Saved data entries
((

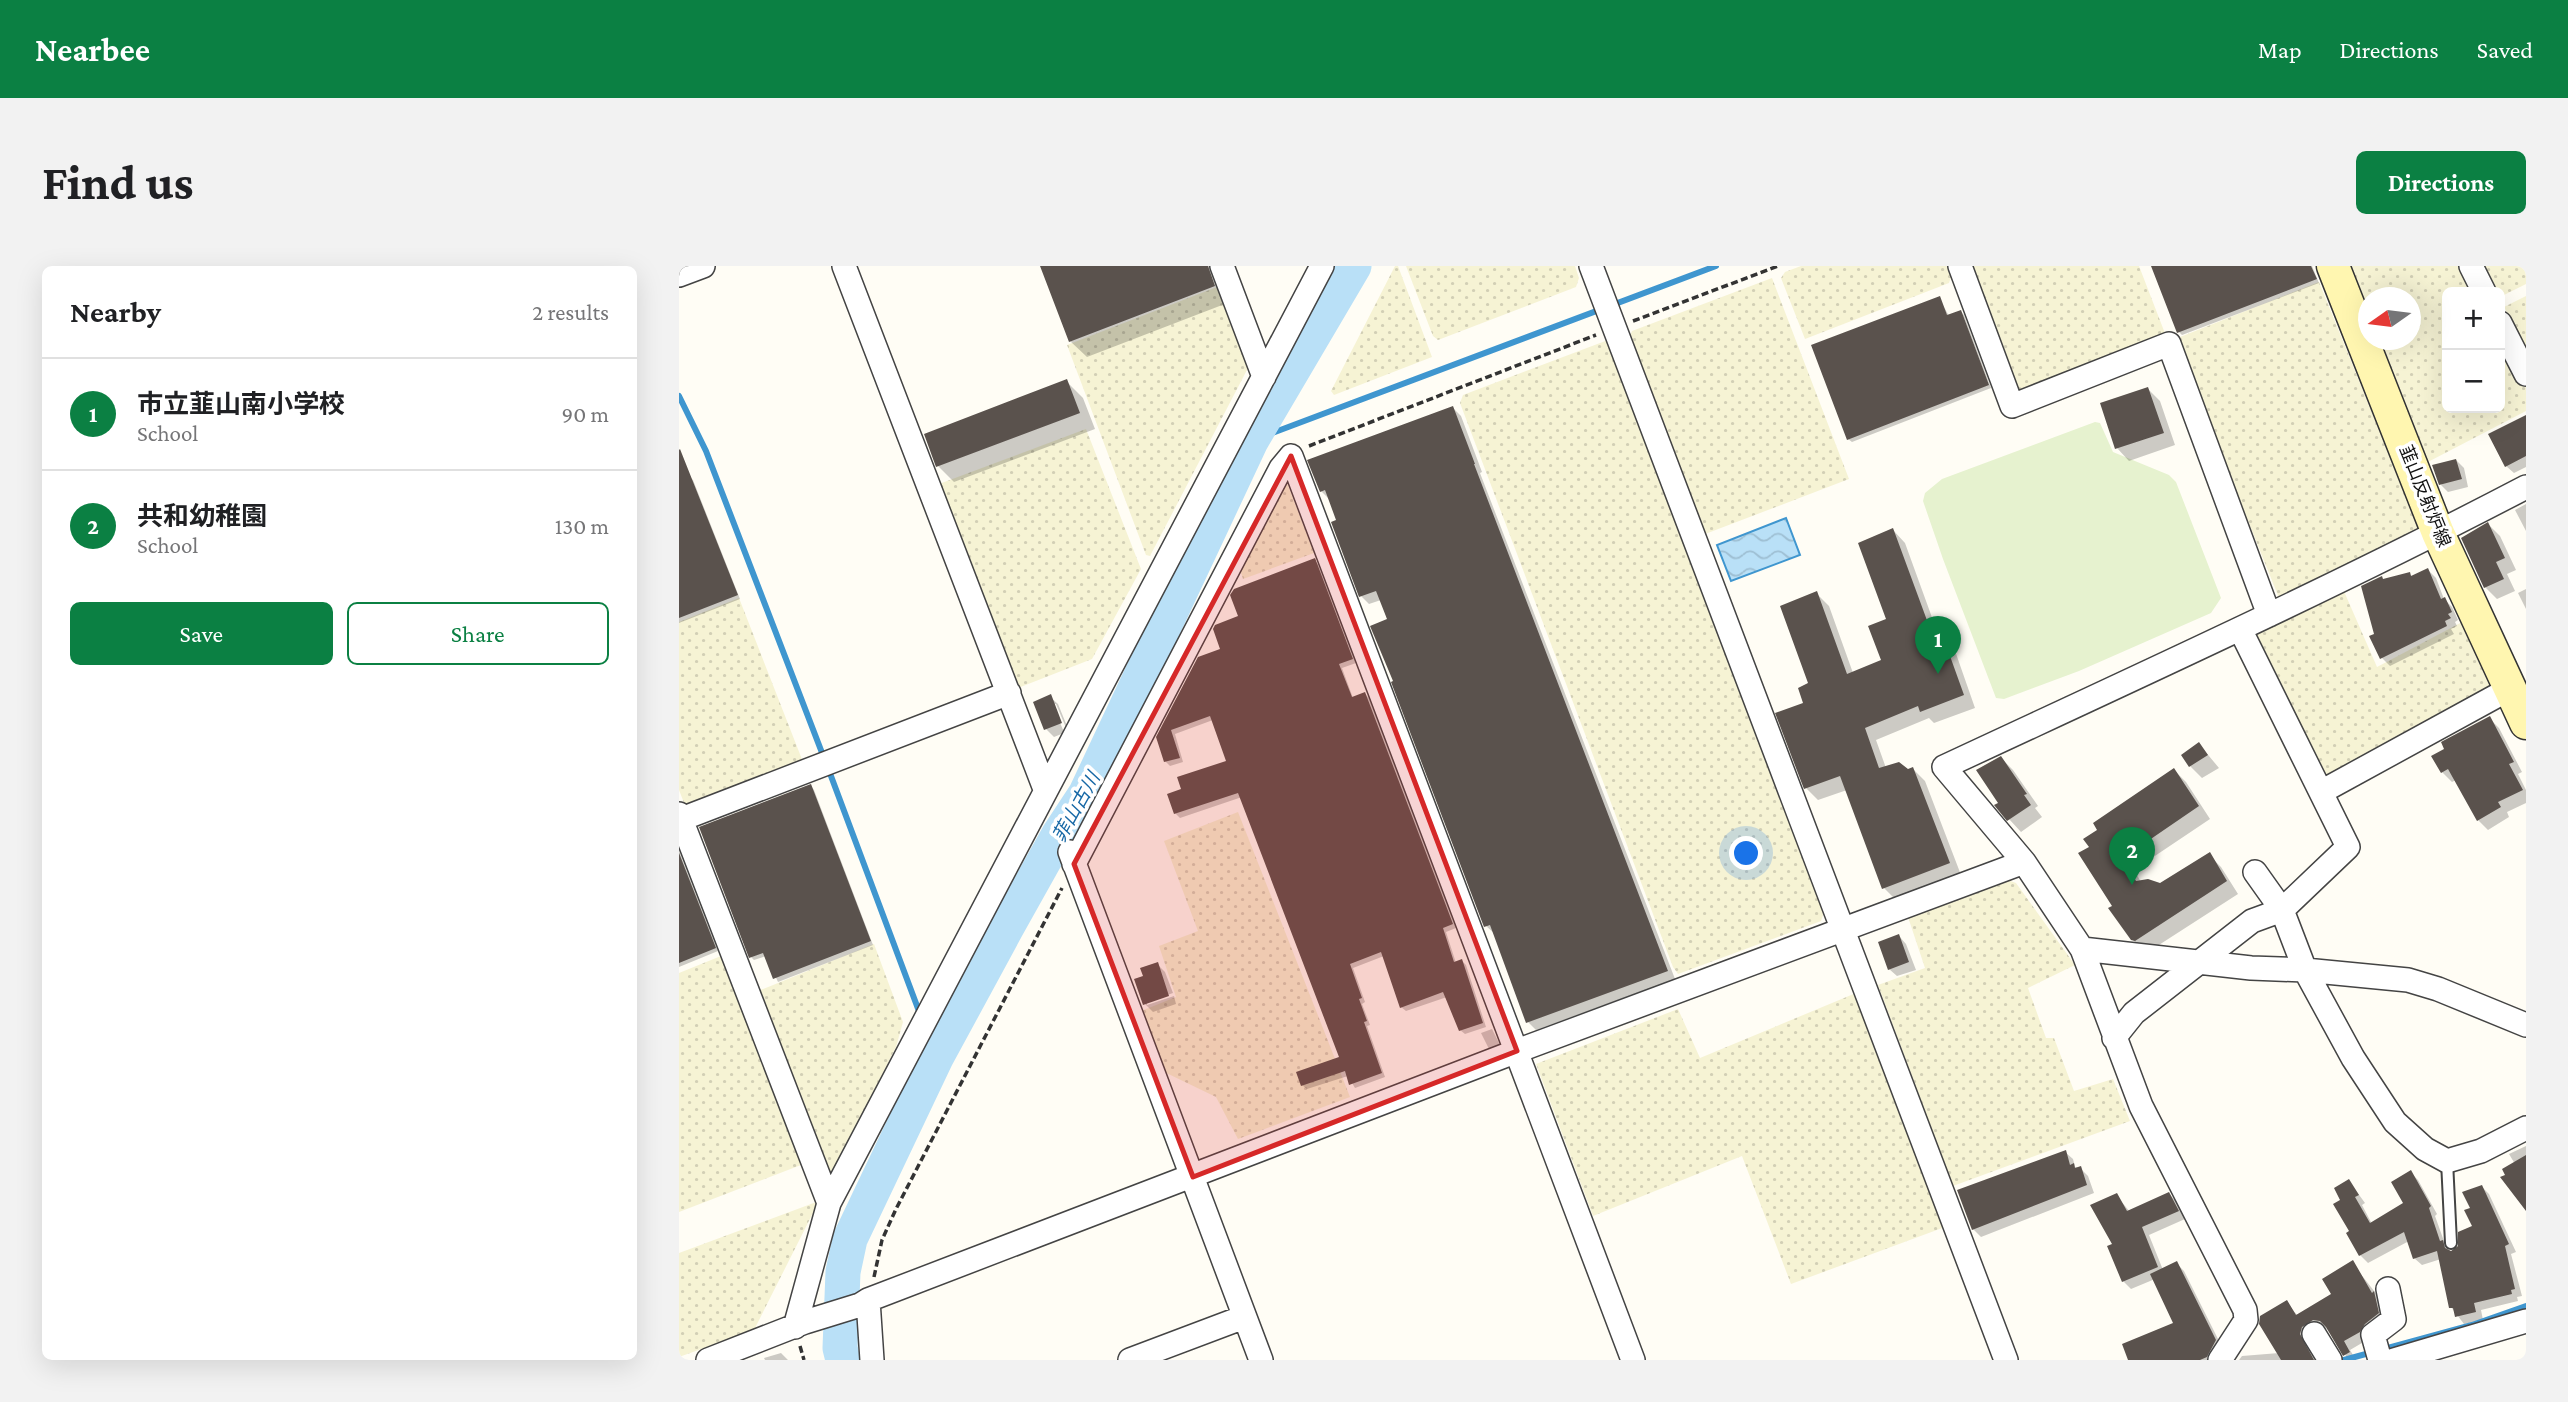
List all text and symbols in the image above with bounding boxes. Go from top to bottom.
text: Nearbee [35,31,150,68]
text: Map [2258,36,2302,63]
text: Directions [2340,36,2439,63]
text: Saved [2477,36,2533,63]
button: Directions [2356,151,2526,214]
text: Find us [42,155,194,210]
north arrow [2358,287,2421,350]
map controls [2442,287,2505,413]
button: + [2442,287,2505,350]
text: Nearby [70,295,161,328]
text: 2 results [532,299,609,325]
button: − [2442,350,2505,413]
text: 市立韮山南小学校 [137,390,345,419]
text: 1 [89,401,97,427]
text: 90 m [562,401,609,427]
text: School [137,420,198,446]
street label: 韮山反射炉線 [2395,442,2455,550]
text: 共和幼稚園 [137,502,267,531]
text: 2 [87,513,99,539]
text: 130 m [555,513,609,539]
text: School [137,532,198,558]
button: Save [70,602,333,665]
button: Share [347,602,609,665]
pin: 1 [1915,616,1961,674]
water label: 菲山古川 [1048,767,1105,845]
pin: 2 [2109,827,2155,885]
your location [1729,836,1763,870]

))

**INSTRUCTIONS TO FOLLOW**.
Give back each line above exactly, with pictures dropped.

**RESULT OF THE EXERCISE**.
List all text and symbols in the image above with bounding boxes. Go from top to bottom.
text: Nearbee [35,31,150,68]
text: Map [2258,36,2302,63]
text: Directions [2340,36,2439,63]
text: Saved [2477,36,2533,63]
button: Directions [2356,151,2526,214]
text: Find us [42,155,194,210]
north arrow [2358,287,2421,350]
map controls [2442,287,2505,413]
button: + [2442,287,2505,350]
text: Nearby [70,295,161,328]
text: 2 results [532,299,609,325]
button: − [2442,350,2505,413]
text: 市立韮山南小学校 [137,390,345,419]
text: 1 [89,401,97,427]
text: 90 m [562,401,609,427]
text: School [137,420,198,446]
street label: 韮山反射炉線 [2395,442,2455,550]
text: 共和幼稚園 [137,502,267,531]
text: 2 [87,513,99,539]
text: 130 m [555,513,609,539]
text: School [137,532,198,558]
button: Save [70,602,333,665]
button: Share [347,602,609,665]
pin: 1 [1915,616,1961,674]
water label: 菲山古川 [1048,767,1105,845]
pin: 2 [2109,827,2155,885]
your location [1729,836,1763,870]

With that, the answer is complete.